Exercise details: Where does the word "stroke" appear in the data? Copy every line that holds it.

*** Records shown ***

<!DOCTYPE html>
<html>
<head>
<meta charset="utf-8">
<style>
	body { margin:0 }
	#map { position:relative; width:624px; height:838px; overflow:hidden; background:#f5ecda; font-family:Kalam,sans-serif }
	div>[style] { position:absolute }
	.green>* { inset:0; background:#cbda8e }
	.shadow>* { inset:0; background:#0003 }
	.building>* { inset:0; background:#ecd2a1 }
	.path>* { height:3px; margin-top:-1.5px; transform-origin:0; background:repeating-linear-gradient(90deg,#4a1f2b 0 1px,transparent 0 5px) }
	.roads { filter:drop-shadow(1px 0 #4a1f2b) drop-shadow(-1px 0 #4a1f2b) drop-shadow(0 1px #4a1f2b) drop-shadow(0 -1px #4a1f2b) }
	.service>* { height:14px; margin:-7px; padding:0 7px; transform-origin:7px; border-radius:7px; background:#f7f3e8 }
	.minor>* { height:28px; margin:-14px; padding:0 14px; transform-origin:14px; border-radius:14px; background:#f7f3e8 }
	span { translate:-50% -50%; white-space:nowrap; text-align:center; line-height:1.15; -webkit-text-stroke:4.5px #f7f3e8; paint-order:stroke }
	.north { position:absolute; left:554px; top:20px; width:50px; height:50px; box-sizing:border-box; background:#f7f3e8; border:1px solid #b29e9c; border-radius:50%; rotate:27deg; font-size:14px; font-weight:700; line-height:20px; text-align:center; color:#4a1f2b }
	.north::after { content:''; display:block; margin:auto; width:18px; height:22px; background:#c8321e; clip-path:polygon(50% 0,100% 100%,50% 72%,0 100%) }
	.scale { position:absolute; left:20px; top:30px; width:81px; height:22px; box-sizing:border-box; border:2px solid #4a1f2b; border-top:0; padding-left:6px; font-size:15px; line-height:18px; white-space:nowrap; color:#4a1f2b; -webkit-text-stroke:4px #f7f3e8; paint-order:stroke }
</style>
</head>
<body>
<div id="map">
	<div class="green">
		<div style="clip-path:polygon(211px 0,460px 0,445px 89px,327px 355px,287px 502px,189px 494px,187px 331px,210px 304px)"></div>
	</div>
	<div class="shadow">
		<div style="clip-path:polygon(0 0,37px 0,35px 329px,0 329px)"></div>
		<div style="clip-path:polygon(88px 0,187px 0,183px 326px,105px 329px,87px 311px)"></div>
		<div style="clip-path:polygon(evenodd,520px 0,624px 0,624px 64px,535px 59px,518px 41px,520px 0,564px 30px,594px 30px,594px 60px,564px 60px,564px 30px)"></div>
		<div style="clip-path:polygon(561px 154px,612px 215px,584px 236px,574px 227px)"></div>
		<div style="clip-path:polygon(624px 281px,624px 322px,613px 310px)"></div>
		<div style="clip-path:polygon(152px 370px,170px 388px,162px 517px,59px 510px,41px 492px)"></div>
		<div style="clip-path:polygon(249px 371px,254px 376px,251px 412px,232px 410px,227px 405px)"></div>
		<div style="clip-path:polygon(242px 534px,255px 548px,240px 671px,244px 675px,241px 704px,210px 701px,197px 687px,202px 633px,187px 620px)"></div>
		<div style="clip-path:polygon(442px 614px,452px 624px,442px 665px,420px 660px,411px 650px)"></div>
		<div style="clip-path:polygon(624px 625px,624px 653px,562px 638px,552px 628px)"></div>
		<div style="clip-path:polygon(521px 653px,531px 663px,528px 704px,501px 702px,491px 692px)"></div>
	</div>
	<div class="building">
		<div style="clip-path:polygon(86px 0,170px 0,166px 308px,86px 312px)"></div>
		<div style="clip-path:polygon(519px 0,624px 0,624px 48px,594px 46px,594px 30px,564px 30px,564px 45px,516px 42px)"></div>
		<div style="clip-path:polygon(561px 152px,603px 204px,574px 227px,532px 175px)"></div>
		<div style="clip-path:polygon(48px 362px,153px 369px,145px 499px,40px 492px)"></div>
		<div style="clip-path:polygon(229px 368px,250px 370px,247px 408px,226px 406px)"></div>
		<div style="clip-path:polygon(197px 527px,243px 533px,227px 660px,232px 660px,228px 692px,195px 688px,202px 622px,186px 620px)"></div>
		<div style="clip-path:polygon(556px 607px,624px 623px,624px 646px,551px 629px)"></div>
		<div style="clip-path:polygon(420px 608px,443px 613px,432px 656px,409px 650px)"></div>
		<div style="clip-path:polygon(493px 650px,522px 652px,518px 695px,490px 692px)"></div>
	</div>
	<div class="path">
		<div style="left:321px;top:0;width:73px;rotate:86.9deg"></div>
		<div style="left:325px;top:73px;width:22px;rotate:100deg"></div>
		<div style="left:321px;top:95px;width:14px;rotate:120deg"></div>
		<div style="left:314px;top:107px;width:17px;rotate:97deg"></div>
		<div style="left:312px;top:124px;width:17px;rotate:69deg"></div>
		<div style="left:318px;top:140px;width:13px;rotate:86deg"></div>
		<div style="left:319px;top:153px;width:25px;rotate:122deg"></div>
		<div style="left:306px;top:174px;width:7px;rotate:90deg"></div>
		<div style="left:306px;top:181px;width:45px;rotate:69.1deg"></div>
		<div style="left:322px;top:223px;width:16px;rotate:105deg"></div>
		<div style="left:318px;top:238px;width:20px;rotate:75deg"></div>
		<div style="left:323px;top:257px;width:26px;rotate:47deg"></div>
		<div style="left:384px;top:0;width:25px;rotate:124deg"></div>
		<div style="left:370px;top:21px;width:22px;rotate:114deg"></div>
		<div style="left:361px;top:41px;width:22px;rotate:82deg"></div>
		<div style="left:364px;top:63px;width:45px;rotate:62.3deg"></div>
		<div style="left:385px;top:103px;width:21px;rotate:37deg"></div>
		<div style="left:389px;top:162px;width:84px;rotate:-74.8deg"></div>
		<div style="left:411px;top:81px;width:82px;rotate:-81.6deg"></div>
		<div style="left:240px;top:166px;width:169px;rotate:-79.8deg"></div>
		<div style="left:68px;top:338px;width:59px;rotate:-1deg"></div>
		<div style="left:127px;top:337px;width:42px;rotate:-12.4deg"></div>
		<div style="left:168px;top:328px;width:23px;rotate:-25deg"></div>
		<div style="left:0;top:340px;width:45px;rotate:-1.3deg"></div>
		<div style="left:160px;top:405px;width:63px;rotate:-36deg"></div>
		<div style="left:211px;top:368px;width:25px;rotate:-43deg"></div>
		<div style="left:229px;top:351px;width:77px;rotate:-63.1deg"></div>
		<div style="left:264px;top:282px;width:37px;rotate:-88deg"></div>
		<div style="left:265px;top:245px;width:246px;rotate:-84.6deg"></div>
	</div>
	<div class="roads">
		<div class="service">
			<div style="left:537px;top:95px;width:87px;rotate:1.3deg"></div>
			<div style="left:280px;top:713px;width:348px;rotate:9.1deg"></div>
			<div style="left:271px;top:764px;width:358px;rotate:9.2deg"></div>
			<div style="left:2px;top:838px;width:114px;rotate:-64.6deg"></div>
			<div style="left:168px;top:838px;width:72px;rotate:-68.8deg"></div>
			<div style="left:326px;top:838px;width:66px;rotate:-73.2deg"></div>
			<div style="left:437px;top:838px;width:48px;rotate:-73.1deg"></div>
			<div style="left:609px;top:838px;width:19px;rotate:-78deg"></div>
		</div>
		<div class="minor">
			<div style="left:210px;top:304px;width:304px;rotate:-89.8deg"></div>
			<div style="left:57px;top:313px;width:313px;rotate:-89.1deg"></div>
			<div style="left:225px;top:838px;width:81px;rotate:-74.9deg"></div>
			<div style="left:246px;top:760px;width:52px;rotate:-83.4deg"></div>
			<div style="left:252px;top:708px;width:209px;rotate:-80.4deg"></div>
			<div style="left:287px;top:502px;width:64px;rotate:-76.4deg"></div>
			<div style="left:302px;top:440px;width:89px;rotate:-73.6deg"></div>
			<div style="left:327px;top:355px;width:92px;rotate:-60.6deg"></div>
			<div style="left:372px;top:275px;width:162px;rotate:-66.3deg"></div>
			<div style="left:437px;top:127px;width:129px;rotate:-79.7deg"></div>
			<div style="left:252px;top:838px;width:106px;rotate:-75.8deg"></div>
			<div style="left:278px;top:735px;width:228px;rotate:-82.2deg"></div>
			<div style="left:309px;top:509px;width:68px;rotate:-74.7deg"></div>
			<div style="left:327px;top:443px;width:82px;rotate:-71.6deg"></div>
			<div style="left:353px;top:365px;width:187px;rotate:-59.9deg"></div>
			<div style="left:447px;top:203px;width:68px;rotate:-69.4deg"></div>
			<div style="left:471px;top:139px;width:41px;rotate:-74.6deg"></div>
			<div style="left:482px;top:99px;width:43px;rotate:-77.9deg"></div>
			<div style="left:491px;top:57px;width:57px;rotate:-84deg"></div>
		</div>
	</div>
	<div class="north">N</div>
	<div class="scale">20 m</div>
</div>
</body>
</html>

*** End of Records shown ***

Expected answer:
	span { translate:-50% -50%; white-space:nowrap; text-align:center; line-height:1.15; -webkit-text-stroke:4.5px #f7f3e8; paint-order:stroke }
	.scale { position:absolute; left:20px; top:30px; width:81px; height:22px; box-sizing:border-box; border:2px solid #4a1f2b; border-top:0; padding-left:6px; font-size:15px; line-height:18px; white-space:nowrap; color:#4a1f2b; -webkit-text-stroke:4px #f7f3e8; paint-order:stroke }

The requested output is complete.